Work item. Copy out each line of the data holding "function".

Data shown.

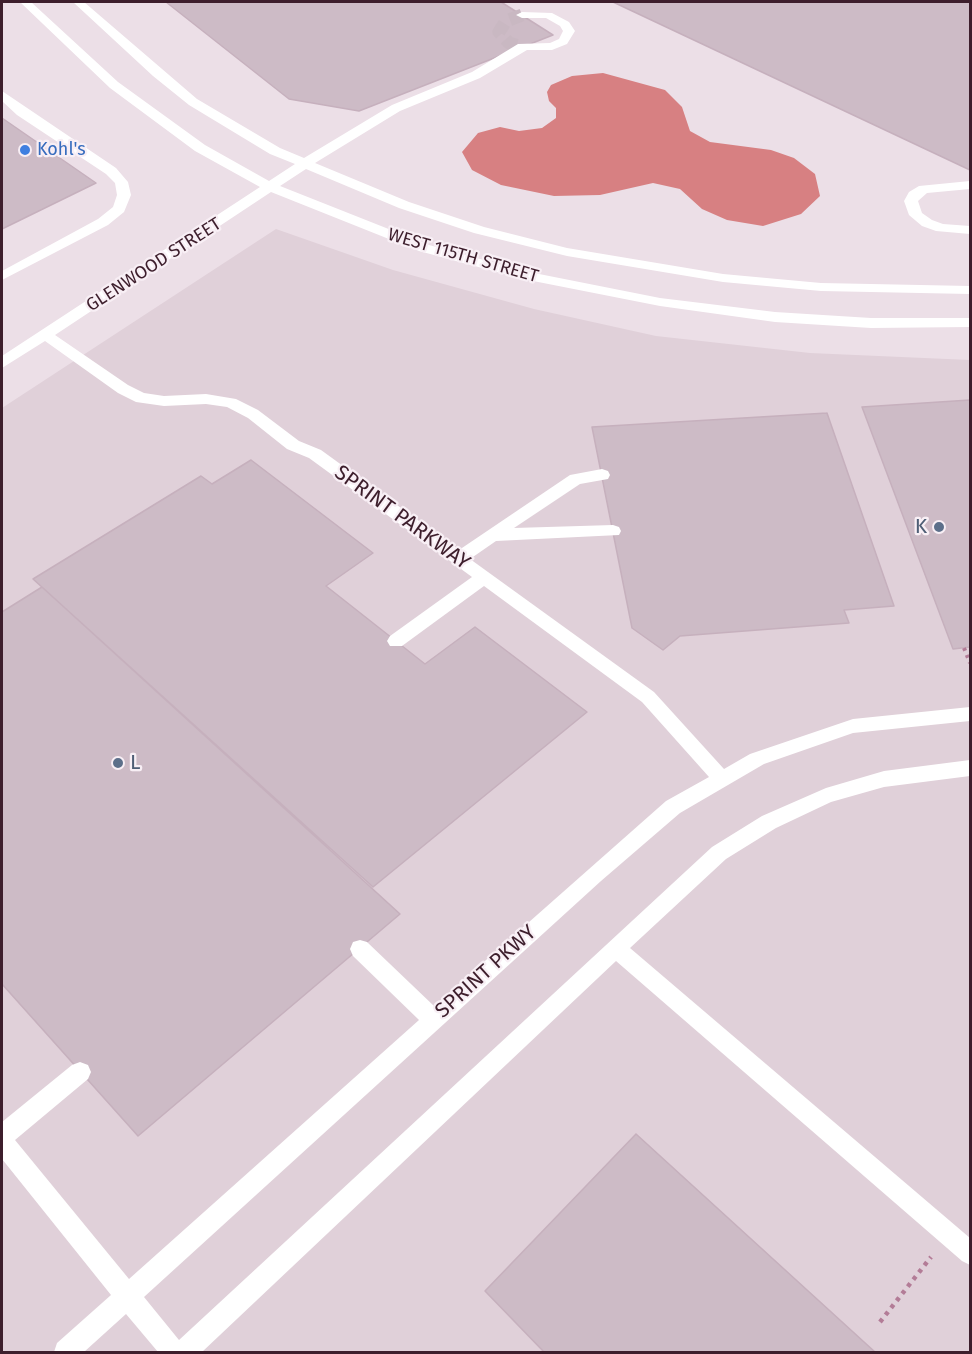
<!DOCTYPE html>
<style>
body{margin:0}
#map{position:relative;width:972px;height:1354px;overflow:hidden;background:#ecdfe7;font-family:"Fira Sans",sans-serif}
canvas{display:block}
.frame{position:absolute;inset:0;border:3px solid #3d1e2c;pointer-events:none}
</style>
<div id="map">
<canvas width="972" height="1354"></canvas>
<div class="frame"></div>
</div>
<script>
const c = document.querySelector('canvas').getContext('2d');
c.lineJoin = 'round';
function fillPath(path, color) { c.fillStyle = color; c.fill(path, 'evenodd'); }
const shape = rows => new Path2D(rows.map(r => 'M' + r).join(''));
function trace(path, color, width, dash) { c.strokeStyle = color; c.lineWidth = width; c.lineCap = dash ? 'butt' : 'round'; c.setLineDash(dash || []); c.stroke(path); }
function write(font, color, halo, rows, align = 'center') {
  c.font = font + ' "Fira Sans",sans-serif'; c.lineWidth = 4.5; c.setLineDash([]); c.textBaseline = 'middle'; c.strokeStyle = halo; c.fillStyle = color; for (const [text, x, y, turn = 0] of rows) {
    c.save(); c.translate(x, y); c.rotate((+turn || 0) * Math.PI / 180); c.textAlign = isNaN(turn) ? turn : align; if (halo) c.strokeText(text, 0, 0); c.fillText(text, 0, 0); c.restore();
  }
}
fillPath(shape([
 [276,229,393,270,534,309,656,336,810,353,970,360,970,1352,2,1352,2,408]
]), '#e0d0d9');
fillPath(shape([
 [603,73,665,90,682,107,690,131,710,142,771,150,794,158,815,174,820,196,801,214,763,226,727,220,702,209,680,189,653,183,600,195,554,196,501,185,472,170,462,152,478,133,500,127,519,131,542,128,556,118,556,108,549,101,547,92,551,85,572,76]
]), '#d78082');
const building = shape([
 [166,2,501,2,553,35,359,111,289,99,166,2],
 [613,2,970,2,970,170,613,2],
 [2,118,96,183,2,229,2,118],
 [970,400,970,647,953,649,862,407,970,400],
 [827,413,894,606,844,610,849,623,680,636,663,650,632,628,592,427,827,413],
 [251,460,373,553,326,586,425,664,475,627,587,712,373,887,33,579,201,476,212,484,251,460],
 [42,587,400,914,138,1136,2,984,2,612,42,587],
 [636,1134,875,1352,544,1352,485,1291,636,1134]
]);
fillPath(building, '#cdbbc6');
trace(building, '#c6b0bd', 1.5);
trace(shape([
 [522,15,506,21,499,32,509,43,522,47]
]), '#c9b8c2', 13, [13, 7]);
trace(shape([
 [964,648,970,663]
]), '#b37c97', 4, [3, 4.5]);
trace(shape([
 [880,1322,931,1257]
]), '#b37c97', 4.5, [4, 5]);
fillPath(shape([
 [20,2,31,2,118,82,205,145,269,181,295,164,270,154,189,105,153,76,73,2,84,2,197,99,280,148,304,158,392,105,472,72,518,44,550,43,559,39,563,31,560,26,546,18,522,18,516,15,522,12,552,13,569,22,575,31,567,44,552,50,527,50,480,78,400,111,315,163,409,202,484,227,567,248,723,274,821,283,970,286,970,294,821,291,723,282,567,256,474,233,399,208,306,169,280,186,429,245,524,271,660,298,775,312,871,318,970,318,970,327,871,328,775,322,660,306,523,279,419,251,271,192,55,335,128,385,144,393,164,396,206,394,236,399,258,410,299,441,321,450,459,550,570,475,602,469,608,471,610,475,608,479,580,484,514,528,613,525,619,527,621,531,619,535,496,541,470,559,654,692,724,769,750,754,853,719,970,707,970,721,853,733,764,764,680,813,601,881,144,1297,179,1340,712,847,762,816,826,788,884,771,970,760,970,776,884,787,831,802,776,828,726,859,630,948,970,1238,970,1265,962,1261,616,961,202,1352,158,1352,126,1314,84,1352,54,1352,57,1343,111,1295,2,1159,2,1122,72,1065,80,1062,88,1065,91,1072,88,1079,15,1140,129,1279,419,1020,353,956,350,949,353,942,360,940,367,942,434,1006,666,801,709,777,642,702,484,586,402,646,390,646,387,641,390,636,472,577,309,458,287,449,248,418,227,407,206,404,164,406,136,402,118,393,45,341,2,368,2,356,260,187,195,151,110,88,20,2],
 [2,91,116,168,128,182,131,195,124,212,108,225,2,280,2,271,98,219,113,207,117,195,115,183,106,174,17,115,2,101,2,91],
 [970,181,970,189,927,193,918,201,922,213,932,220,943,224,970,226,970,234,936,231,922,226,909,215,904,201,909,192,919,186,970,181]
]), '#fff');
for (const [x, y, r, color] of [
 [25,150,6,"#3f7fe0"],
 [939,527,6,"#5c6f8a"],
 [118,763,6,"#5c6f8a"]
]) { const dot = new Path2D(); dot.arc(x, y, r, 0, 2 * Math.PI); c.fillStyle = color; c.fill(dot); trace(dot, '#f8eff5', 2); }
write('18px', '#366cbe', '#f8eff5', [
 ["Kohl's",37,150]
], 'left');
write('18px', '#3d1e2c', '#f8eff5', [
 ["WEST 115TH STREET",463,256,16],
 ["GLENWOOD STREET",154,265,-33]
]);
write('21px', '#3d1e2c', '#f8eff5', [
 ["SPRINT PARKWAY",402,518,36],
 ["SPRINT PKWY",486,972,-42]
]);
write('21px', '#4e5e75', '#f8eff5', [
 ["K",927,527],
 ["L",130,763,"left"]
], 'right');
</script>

Task answer.
function fillPath(path, color) { c.fillStyle = color; c.fill(path, 'evenodd'); }
function trace(path, color, width, dash) { c.strokeStyle = color; c.lineWidth = width; c.lineCap = dash ? 'butt' : 'round'; c.setLineDash(dash || []); c.stroke(path); }
function write(font, color, halo, rows, align = 'center') {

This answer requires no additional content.